**Aim of the exercise:**
Could you output each line below exactly as it appears, excluding any pictures?

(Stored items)

--------------------

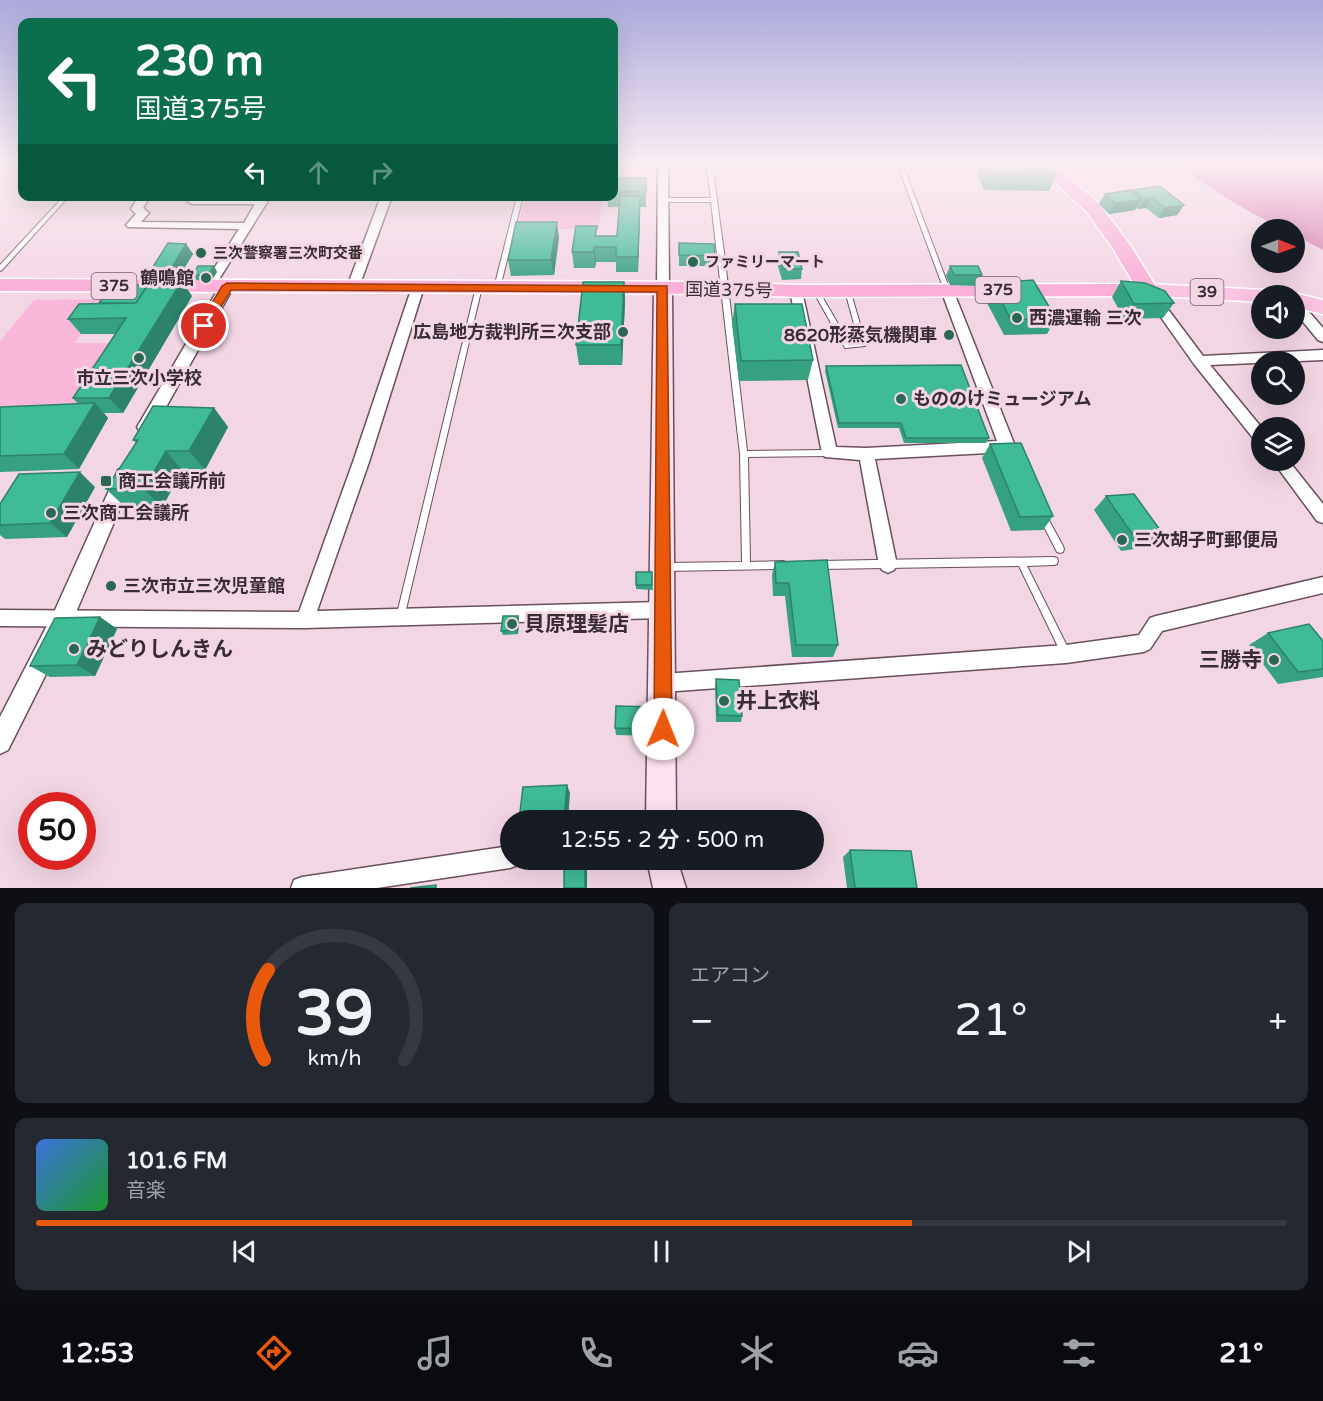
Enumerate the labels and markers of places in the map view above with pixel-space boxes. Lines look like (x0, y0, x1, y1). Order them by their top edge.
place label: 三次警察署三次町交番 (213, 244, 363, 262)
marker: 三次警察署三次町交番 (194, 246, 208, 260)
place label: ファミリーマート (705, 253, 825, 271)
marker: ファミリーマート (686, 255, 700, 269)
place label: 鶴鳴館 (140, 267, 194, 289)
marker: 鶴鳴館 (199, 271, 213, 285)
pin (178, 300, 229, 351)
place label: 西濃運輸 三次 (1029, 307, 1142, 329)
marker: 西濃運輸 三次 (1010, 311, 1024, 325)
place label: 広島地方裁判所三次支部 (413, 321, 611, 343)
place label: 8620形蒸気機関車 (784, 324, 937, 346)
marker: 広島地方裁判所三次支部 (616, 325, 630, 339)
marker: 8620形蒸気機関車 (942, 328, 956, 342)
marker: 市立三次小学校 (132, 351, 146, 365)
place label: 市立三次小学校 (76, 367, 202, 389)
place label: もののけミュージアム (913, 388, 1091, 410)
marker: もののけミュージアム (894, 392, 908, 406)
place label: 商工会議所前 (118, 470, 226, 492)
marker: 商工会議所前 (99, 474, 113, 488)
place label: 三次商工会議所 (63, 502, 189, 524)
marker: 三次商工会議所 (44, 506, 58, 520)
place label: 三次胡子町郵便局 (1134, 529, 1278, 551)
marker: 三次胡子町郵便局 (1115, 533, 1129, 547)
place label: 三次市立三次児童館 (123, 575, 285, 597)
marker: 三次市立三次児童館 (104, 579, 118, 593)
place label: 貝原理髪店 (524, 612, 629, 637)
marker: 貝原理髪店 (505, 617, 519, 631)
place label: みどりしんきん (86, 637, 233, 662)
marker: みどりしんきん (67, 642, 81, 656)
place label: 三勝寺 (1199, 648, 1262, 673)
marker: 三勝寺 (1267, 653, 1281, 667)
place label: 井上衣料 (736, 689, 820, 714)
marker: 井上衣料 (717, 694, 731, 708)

--------------------

**Result below:**
Enumerate the labels and markers of places in the map view above with pixel-space boxes. Lines look like (x0, y0, x1, y1). Order them by their top edge.
place label: 三次警察署三次町交番 (213, 244, 363, 262)
marker: 三次警察署三次町交番 (194, 246, 208, 260)
place label: ファミリーマート (705, 253, 825, 271)
marker: ファミリーマート (686, 255, 700, 269)
place label: 鶴鳴館 (140, 267, 194, 289)
marker: 鶴鳴館 (199, 271, 213, 285)
pin (178, 300, 229, 351)
place label: 西濃運輸 三次 (1029, 307, 1142, 329)
marker: 西濃運輸 三次 (1010, 311, 1024, 325)
place label: 広島地方裁判所三次支部 (413, 321, 611, 343)
place label: 8620形蒸気機関車 (784, 324, 937, 346)
marker: 広島地方裁判所三次支部 (616, 325, 630, 339)
marker: 8620形蒸気機関車 (942, 328, 956, 342)
marker: 市立三次小学校 (132, 351, 146, 365)
place label: 市立三次小学校 (76, 367, 202, 389)
place label: もののけミュージアム (913, 388, 1091, 410)
marker: もののけミュージアム (894, 392, 908, 406)
place label: 商工会議所前 (118, 470, 226, 492)
marker: 商工会議所前 (99, 474, 113, 488)
place label: 三次商工会議所 (63, 502, 189, 524)
marker: 三次商工会議所 (44, 506, 58, 520)
place label: 三次胡子町郵便局 (1134, 529, 1278, 551)
marker: 三次胡子町郵便局 (1115, 533, 1129, 547)
place label: 三次市立三次児童館 (123, 575, 285, 597)
marker: 三次市立三次児童館 (104, 579, 118, 593)
place label: 貝原理髪店 (524, 612, 629, 637)
marker: 貝原理髪店 (505, 617, 519, 631)
place label: みどりしんきん (86, 637, 233, 662)
marker: みどりしんきん (67, 642, 81, 656)
place label: 三勝寺 (1199, 648, 1262, 673)
marker: 三勝寺 (1267, 653, 1281, 667)
place label: 井上衣料 (736, 689, 820, 714)
marker: 井上衣料 (717, 694, 731, 708)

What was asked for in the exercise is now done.